Role of a PKA Interacting Protein, AKIP, in Cell Signaling and Apoptosis

A Kinase‐Interacting Protein/Breast Cancer Associated Gene 3 (AKIP/BCA3), a protein with three splice variants that is up‐regulated in breast cancers, was shown to bind the N‐terminus of the catalytic subunit of PKA (PKAc), and results in nuclear translocation of PKAc. AKIP/BCA3 is neddylated and can bind to and regulate NF‐κB‐dependent transcription. These findings suggest that AKIP/BCA3 functions as a molecular shuttle and direct regulator of transcription.
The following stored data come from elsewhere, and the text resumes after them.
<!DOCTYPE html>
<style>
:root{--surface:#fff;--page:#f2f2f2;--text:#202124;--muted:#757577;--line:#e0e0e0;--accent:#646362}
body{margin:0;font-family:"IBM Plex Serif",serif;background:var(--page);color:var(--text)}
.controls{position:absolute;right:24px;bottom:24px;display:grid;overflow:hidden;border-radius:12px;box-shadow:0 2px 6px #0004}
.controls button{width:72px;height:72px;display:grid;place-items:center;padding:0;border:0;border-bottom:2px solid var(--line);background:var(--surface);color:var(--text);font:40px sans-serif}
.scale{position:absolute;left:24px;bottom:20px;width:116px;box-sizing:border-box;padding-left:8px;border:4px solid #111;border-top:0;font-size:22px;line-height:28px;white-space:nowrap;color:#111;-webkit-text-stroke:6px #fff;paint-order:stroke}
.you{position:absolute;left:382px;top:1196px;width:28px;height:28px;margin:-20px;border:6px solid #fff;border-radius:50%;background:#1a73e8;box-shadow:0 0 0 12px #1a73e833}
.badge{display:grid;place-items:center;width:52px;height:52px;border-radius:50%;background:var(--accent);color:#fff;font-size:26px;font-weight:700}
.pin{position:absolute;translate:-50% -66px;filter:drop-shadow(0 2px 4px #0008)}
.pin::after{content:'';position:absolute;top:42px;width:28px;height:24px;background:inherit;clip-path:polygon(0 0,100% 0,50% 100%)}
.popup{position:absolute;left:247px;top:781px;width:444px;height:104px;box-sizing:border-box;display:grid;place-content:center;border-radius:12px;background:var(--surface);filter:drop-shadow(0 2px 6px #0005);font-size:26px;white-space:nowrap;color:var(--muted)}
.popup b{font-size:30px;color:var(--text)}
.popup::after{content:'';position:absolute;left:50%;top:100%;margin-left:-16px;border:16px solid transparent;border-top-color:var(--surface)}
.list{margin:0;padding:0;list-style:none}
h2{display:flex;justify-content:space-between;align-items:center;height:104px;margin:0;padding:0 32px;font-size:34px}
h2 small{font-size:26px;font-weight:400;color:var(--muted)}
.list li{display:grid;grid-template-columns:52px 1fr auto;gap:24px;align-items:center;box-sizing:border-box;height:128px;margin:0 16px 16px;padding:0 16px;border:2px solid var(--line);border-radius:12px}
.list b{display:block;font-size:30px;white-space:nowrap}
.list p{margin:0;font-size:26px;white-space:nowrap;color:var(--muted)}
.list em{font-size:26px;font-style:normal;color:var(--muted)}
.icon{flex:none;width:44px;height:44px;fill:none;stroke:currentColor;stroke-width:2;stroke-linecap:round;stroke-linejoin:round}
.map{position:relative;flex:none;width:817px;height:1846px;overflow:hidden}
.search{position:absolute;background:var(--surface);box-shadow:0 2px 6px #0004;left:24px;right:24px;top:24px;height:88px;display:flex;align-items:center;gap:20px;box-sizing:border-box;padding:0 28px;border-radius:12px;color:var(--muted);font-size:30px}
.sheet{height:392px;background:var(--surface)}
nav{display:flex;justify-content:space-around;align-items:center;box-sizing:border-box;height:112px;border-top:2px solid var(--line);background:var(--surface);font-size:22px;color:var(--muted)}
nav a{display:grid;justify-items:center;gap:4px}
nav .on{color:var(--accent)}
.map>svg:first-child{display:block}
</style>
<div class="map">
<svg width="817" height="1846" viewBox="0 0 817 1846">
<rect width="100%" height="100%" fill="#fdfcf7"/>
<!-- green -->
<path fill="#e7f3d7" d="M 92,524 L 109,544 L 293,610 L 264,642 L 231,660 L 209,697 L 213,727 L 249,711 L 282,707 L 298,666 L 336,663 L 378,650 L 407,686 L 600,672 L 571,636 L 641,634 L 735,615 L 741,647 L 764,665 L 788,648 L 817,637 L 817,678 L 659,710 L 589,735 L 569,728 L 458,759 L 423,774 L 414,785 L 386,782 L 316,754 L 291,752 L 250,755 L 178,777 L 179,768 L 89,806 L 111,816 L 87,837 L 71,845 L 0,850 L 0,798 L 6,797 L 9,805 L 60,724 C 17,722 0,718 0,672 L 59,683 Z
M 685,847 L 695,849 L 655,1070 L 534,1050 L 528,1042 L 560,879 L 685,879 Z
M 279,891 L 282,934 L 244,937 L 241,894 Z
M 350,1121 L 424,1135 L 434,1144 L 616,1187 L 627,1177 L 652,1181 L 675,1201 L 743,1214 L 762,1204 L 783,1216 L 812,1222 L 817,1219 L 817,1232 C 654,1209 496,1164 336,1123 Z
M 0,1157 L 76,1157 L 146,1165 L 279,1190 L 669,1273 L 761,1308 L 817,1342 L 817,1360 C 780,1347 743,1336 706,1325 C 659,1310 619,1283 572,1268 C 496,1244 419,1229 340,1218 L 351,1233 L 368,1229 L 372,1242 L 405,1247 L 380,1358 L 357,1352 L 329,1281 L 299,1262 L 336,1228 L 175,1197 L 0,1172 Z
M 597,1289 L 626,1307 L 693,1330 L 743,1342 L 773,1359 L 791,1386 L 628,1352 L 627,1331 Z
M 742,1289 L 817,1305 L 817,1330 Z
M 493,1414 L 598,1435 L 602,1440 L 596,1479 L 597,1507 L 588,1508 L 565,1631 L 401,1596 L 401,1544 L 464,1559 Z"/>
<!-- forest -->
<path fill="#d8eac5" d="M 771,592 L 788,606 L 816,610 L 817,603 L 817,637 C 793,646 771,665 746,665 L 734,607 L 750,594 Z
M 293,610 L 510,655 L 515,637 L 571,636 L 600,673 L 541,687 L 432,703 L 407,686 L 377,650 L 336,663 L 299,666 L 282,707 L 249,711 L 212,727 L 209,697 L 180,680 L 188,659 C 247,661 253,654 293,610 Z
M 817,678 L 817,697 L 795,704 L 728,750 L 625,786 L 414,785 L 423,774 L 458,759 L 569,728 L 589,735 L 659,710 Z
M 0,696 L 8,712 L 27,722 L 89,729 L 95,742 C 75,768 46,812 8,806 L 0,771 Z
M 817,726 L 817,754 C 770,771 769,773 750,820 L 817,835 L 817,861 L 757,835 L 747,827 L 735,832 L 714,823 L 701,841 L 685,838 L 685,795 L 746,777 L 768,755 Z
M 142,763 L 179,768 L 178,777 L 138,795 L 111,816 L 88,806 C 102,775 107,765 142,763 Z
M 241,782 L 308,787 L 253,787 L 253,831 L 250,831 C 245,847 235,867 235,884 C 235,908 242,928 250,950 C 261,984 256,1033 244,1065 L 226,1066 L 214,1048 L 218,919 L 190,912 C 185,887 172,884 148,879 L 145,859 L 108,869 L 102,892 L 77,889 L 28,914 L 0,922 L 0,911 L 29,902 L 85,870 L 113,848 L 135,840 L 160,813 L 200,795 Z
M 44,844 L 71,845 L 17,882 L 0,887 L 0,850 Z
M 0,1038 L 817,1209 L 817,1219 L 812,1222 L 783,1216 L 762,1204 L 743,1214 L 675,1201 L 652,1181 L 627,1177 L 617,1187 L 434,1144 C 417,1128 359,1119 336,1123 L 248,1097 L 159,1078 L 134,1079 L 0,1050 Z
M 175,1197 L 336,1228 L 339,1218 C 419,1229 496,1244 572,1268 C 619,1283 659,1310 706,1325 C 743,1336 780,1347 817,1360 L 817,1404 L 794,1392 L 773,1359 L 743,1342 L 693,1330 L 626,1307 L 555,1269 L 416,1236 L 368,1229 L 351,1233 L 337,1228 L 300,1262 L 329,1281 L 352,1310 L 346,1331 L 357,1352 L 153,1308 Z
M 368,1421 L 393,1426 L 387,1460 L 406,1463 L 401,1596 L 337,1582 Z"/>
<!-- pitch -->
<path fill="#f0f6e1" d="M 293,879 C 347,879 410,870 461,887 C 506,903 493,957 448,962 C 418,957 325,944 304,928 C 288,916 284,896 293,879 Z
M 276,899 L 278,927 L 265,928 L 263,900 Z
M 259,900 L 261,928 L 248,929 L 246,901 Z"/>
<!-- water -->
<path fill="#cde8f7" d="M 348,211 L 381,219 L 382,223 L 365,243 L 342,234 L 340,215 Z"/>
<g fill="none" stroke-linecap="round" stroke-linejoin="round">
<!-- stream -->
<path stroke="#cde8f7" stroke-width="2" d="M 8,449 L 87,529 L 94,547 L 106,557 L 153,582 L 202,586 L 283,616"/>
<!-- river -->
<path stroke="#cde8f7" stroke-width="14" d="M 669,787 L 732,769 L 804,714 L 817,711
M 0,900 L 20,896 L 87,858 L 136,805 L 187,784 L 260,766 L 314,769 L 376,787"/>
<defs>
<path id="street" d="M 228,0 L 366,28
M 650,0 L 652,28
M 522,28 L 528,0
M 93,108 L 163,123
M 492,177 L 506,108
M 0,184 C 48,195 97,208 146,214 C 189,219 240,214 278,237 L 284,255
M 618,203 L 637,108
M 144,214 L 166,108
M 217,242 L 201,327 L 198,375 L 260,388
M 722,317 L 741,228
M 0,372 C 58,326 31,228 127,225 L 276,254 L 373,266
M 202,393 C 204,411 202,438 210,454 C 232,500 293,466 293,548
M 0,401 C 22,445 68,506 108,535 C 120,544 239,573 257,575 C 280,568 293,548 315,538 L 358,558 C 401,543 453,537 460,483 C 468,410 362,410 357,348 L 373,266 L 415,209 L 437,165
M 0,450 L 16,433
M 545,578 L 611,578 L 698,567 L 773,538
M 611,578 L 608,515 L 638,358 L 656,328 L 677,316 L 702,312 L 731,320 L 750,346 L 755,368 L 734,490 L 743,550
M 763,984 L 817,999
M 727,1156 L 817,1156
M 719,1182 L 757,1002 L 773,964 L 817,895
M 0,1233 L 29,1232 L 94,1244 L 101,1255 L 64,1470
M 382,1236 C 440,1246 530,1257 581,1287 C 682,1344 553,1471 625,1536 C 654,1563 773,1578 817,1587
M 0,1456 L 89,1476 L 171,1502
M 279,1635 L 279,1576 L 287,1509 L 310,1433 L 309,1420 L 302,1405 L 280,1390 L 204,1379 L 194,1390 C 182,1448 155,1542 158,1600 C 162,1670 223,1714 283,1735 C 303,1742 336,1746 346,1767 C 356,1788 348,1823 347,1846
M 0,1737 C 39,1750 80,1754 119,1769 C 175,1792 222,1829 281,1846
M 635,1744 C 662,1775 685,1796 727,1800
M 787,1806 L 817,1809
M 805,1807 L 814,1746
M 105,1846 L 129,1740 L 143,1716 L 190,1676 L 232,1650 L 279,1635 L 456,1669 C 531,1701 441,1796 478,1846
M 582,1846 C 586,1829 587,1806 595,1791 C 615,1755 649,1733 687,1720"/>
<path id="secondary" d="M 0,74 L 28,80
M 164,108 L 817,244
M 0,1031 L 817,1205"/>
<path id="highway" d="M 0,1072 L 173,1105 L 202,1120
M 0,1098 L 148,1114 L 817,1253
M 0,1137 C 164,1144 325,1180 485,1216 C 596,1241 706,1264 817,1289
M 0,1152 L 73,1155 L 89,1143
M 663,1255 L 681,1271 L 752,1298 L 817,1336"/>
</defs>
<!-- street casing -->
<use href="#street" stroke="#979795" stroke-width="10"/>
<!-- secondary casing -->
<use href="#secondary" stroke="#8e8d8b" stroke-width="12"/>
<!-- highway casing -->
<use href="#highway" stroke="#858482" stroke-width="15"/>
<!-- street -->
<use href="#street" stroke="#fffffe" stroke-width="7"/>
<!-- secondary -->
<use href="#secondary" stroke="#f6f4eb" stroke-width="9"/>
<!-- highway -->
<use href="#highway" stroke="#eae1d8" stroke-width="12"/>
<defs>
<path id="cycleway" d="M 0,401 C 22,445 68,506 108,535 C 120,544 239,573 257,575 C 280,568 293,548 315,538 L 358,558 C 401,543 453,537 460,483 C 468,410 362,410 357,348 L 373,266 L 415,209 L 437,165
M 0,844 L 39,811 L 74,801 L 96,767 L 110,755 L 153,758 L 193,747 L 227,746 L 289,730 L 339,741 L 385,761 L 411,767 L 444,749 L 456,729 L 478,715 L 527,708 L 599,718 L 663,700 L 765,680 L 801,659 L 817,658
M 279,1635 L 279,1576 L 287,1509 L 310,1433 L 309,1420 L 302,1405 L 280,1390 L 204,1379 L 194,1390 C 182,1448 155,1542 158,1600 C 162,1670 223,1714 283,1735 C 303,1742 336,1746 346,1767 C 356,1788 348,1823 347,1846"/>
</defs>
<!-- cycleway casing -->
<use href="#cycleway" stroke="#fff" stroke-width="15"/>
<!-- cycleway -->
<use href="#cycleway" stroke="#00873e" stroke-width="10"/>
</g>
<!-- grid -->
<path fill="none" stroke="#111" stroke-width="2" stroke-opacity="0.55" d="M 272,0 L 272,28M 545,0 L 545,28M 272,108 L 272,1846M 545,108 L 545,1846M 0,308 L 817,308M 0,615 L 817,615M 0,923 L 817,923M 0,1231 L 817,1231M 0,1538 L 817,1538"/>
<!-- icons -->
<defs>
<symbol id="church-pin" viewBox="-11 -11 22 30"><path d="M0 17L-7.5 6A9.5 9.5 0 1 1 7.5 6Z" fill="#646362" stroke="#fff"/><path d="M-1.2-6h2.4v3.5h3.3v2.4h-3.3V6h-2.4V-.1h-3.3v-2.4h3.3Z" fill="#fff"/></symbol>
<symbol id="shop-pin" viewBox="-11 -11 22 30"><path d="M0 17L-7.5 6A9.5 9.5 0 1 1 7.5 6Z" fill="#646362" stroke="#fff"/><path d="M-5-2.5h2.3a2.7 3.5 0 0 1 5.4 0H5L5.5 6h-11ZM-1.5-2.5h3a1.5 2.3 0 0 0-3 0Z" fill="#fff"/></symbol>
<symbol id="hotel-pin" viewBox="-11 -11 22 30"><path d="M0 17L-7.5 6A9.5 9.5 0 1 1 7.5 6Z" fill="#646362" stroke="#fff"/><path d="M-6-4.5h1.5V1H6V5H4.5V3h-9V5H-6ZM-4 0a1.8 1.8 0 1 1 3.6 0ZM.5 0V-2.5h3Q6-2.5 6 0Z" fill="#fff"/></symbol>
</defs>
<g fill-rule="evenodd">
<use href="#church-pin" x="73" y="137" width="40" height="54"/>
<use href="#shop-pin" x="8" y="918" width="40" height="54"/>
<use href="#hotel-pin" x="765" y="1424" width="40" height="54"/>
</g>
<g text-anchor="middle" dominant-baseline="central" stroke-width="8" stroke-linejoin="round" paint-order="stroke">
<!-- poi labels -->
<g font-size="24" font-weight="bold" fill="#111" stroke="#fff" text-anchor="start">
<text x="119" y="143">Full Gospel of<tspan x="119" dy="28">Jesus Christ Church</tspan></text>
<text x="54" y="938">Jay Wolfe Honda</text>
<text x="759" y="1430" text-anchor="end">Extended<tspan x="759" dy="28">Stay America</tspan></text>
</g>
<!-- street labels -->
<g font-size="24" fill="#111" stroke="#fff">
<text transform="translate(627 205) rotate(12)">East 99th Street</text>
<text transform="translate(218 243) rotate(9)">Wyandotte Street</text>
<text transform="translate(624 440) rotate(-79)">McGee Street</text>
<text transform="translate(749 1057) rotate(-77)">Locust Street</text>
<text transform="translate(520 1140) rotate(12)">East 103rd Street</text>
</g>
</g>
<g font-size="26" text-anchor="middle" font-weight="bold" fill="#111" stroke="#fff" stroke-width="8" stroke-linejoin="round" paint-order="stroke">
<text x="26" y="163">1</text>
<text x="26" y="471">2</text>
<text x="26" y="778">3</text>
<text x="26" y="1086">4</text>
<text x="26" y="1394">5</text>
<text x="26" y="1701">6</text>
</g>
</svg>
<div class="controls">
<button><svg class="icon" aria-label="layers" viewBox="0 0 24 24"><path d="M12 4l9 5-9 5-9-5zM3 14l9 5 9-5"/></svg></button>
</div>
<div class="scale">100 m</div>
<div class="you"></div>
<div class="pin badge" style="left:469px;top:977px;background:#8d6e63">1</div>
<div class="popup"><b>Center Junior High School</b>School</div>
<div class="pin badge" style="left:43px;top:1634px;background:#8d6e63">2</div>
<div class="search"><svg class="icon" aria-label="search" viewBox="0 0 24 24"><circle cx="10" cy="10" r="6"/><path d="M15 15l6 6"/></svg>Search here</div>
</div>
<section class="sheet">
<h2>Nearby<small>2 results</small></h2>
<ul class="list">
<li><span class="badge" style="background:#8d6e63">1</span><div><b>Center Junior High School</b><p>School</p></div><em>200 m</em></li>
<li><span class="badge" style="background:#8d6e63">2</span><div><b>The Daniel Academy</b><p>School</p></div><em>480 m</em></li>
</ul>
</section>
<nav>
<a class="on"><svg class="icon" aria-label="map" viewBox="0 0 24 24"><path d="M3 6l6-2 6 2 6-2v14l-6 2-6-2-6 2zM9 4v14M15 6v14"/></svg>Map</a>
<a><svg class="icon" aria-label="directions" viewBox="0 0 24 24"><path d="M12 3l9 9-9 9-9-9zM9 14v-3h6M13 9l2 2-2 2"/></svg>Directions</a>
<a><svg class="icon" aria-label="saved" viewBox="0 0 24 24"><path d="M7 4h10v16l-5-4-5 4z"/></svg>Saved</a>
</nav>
Using a proteomics‐based approach, we identified Apoptosis Inducing Factor (AIF) and HSP‐70 as AKIP/BCA3 binding proteins. HSP‐70 has previously been shown bind and block nuclear translocation of AIF. Taken together, this suggests that AKIP/BCA3 acts a molecular shuttle for PKAc and AIF, but may be attenuated by HSP‐70. Our initial analysis of these protein:protein interactions revealed that PKAc, AIF, and HSP‐70 preferentially bind different splice variants of AKIP/BCA3. The two splice variants of AKIP/BCA3 up‐regulated in breast cancer could with pro‐survival proteins suggesting that an imbalance of AKIP/BCA3 import may significantly contribute to the pro‐survival signaling observed in breast cancer.